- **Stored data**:
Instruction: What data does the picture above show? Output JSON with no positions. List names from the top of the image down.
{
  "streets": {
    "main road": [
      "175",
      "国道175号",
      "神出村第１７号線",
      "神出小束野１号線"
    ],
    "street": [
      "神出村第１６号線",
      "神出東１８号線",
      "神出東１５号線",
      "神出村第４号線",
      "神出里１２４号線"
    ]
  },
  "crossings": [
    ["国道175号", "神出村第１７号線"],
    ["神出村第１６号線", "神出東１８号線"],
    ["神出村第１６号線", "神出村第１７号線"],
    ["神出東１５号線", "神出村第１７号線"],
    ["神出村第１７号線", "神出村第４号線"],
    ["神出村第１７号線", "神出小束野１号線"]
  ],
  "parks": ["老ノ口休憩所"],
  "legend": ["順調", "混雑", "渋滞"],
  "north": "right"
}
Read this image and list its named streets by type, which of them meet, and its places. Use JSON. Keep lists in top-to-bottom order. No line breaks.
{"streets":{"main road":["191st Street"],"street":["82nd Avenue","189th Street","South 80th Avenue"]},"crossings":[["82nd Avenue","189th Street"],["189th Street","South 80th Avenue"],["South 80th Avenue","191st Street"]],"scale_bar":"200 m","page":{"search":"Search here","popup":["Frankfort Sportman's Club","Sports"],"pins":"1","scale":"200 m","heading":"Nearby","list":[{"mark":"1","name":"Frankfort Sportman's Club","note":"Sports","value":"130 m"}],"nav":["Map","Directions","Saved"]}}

- **Required action**:
All of the records above are to be repeated exactly.

- **Answer to the problem**:
Instruction: What data does the picture above show? Output JSON with no positions. List names from the top of the image down.
{
  "streets": {
    "main road": [
      "175",
      "国道175号",
      "神出村第１７号線",
      "神出小束野１号線"
    ],
    "street": [
      "神出村第１６号線",
      "神出東１８号線",
      "神出東１５号線",
      "神出村第４号線",
      "神出里１２４号線"
    ]
  },
  "crossings": [
    ["国道175号", "神出村第１７号線"],
    ["神出村第１６号線", "神出東１８号線"],
    ["神出村第１６号線", "神出村第１７号線"],
    ["神出東１５号線", "神出村第１７号線"],
    ["神出村第１７号線", "神出村第４号線"],
    ["神出村第１７号線", "神出小束野１号線"]
  ],
  "parks": ["老ノ口休憩所"],
  "legend": ["順調", "混雑", "渋滞"],
  "north": "right"
}
Read this image and list its named streets by type, which of them meet, and its places. Use JSON. Keep lists in top-to-bottom order. No line breaks.
{"streets":{"main road":["191st Street"],"street":["82nd Avenue","189th Street","South 80th Avenue"]},"crossings":[["82nd Avenue","189th Street"],["189th Street","South 80th Avenue"],["South 80th Avenue","191st Street"]],"scale_bar":"200 m","page":{"search":"Search here","popup":["Frankfort Sportman's Club","Sports"],"pins":"1","scale":"200 m","heading":"Nearby","list":[{"mark":"1","name":"Frankfort Sportman's Club","note":"Sports","value":"130 m"}],"nav":["Map","Directions","Saved"]}}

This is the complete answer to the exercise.